Caste-based violence

Photo for representation only.

It’s a video clip lasting only a few seconds, but it perfectly exemplifies the perversion of democracy by goons masquerading as politicians and leaders. Recorded in the Kutumba block of Aurangabad in Bihar, the widely-circulated clip shows a candidate in the panchayat election, Balwant Singh, assaulting and abusing two Dalit men. Singh, who had lost the election, is heard accusing them of not voting for him despite accepting money and liquor from him. Hurling casteist expletives at them, he is seen making one of them spit on the ground and then lick it off. Singh told a news agency that he was ‘punishing’ the two men for getting drunk — he implied that they had broken the law because the sale of liquor is banned in Bihar. The Aurangabad Superintendent of Police confirmed that following a complaint against Singh, he had been arrested and would be chargesheeted soon.

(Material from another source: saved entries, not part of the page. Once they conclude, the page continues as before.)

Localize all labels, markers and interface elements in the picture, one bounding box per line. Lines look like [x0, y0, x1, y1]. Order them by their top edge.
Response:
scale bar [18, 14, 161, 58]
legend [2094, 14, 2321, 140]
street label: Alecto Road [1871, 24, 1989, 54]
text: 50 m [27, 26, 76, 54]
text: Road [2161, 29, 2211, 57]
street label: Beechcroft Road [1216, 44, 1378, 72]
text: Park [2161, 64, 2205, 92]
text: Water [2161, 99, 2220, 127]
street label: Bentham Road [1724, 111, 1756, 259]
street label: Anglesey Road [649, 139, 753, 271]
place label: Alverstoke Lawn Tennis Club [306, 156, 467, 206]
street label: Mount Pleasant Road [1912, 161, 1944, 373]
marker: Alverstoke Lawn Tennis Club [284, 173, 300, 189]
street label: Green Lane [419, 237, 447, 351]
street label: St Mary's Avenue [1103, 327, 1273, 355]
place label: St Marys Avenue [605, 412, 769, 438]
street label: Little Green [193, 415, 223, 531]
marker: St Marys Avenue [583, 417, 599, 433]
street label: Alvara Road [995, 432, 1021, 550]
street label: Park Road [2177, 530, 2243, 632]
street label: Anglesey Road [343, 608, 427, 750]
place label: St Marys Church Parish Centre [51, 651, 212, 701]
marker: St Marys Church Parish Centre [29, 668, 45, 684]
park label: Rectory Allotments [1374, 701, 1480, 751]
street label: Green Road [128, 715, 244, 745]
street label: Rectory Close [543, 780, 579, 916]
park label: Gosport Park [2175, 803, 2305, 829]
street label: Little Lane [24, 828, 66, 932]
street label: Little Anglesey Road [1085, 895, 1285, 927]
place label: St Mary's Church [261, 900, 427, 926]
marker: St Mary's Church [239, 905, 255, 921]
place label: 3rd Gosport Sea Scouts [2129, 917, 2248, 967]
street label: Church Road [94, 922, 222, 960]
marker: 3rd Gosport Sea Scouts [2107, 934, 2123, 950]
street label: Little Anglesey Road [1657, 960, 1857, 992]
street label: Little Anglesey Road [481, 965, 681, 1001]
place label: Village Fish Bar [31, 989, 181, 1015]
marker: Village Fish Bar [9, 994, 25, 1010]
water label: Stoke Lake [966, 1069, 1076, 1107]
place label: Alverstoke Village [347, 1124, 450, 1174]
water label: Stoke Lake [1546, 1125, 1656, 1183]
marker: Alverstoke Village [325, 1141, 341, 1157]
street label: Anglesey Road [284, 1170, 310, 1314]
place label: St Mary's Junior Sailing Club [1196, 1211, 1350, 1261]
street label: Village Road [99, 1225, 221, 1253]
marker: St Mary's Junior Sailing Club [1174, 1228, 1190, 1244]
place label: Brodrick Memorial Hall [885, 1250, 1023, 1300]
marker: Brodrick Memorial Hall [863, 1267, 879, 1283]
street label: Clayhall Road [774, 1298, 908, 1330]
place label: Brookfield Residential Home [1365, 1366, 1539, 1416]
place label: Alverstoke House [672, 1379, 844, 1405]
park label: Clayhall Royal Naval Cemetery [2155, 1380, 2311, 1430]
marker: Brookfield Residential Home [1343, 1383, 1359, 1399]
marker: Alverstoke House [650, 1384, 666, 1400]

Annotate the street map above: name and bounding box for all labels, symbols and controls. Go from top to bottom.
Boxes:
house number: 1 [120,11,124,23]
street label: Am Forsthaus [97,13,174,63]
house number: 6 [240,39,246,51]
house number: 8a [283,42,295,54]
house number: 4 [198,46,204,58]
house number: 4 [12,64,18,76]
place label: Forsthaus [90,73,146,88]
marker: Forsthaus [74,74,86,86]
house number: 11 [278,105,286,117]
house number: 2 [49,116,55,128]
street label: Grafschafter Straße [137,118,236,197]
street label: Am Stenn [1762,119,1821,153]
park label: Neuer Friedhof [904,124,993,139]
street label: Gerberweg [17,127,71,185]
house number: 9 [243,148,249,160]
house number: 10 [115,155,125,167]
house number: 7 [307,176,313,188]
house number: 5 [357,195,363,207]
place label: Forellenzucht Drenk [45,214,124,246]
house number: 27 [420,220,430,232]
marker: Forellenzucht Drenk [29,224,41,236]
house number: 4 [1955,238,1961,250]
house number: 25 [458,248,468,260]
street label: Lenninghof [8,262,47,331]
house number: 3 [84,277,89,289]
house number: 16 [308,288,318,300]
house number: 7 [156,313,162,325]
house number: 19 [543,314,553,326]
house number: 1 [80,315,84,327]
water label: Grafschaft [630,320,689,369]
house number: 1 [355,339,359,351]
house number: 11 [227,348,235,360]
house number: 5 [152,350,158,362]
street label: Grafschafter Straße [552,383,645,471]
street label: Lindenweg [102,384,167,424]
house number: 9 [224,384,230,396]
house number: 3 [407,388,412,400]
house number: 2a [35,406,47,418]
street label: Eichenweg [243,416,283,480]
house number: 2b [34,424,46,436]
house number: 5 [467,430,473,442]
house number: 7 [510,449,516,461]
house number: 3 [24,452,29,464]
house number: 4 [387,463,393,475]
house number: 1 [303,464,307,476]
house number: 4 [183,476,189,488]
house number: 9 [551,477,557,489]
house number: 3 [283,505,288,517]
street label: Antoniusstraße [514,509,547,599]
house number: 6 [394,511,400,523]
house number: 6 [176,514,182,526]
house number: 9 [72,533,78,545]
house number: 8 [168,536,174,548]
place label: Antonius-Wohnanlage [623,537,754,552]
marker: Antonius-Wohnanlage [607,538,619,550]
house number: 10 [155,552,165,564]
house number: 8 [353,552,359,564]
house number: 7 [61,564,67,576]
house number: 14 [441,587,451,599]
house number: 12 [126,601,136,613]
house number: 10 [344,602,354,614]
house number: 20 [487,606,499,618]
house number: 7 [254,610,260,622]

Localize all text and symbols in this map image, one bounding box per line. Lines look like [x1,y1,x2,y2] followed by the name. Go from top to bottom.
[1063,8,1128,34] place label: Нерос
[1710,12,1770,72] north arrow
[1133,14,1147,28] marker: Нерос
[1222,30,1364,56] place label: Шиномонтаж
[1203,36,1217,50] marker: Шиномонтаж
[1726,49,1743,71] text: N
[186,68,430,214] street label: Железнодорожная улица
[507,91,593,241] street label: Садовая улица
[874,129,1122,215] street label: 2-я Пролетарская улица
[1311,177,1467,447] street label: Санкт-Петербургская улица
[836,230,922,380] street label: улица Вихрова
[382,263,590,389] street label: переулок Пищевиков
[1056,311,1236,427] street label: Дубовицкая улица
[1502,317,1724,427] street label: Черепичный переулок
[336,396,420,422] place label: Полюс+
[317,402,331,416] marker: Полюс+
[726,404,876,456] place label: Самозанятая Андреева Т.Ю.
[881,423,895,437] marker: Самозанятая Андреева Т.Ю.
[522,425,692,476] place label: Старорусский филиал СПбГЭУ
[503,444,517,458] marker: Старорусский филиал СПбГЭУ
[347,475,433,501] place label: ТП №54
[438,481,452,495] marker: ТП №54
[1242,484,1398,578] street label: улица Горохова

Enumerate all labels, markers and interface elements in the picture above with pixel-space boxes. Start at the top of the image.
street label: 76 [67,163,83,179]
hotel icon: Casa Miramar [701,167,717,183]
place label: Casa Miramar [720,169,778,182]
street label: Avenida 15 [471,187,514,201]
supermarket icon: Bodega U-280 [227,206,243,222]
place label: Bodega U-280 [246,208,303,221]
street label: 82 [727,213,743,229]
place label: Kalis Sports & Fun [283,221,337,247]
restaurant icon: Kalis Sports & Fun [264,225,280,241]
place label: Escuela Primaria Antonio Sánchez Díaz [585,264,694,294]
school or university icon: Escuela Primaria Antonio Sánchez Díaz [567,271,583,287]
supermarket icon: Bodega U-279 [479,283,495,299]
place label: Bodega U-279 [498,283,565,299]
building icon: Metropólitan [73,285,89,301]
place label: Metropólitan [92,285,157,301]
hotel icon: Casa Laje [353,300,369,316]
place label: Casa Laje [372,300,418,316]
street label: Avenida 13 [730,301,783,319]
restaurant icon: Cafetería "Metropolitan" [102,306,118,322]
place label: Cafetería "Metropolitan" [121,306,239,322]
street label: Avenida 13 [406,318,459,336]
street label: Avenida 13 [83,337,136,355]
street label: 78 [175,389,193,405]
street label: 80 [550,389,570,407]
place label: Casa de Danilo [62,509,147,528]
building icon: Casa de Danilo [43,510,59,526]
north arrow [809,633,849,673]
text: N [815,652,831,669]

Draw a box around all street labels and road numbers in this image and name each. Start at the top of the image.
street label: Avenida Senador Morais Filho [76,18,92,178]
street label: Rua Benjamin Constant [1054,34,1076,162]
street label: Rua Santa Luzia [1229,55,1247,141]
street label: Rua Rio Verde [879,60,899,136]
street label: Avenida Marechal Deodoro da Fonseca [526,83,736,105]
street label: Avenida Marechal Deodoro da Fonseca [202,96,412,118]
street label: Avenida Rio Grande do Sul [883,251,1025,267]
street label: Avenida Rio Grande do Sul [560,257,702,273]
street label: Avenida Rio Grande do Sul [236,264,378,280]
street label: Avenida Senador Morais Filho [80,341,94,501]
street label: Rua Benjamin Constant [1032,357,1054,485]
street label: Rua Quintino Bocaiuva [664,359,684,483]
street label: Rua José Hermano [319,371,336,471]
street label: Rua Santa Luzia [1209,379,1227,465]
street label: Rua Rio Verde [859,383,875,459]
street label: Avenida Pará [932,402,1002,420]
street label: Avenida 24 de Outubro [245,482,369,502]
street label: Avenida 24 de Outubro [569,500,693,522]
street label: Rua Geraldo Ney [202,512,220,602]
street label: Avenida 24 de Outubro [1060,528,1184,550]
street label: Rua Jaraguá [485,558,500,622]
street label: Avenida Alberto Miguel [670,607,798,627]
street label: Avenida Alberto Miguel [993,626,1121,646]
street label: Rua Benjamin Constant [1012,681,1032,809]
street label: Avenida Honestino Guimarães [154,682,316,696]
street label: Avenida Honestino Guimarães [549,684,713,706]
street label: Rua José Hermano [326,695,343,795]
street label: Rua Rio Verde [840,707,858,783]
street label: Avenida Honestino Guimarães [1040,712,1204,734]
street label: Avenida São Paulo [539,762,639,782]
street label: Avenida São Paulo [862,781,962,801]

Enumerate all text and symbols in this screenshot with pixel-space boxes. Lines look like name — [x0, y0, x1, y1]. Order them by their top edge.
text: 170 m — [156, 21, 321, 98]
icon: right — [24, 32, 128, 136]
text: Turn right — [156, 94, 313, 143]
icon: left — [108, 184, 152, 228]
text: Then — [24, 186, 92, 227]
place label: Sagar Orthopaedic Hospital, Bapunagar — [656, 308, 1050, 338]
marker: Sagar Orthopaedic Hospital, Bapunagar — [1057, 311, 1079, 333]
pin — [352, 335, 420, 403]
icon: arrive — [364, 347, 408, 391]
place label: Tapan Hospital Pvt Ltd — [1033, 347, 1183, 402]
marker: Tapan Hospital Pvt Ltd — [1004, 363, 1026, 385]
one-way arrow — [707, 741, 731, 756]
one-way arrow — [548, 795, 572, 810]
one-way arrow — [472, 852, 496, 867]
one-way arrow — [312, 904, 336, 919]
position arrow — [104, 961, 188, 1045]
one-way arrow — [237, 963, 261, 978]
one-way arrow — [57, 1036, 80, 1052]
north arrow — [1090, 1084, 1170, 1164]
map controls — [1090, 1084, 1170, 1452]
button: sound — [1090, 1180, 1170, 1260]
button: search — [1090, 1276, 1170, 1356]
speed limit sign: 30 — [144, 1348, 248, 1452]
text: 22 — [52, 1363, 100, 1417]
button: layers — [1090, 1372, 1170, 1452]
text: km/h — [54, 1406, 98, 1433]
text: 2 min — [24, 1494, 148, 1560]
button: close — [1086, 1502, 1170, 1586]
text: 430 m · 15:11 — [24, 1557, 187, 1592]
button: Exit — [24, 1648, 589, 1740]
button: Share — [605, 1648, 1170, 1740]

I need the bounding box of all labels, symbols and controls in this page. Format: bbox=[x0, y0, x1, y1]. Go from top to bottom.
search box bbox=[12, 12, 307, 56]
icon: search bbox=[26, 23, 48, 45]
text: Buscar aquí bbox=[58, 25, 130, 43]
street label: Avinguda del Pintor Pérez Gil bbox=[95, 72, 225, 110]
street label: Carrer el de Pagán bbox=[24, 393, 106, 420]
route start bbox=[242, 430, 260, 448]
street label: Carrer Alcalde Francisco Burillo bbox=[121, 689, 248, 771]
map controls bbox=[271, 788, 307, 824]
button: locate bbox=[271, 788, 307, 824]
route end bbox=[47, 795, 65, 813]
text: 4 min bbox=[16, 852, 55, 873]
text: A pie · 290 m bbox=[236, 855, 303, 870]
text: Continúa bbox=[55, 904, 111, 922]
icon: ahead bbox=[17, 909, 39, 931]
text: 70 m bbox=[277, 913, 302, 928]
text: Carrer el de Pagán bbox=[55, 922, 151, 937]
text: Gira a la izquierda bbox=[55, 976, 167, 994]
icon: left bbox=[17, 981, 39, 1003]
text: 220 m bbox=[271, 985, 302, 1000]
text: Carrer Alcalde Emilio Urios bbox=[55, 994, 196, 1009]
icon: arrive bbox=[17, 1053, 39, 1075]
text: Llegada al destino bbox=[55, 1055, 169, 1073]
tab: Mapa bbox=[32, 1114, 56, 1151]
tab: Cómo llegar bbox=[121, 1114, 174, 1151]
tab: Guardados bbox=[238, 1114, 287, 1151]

The incident represents the worst of Indian culture and democracy — horrible discrimination based on caste, and buying votes to get elected to a public office. These distortions in society and the democratic system are intertwined since caste is deeply linked with economic status and opportunity. It’s a matter of concern that caste-based discrimination and violence are increasing, as data from the National Crime Records Bureau show: In 2020, a total of 50,291 cases of crime against scheduled caste (SC) persons were registered.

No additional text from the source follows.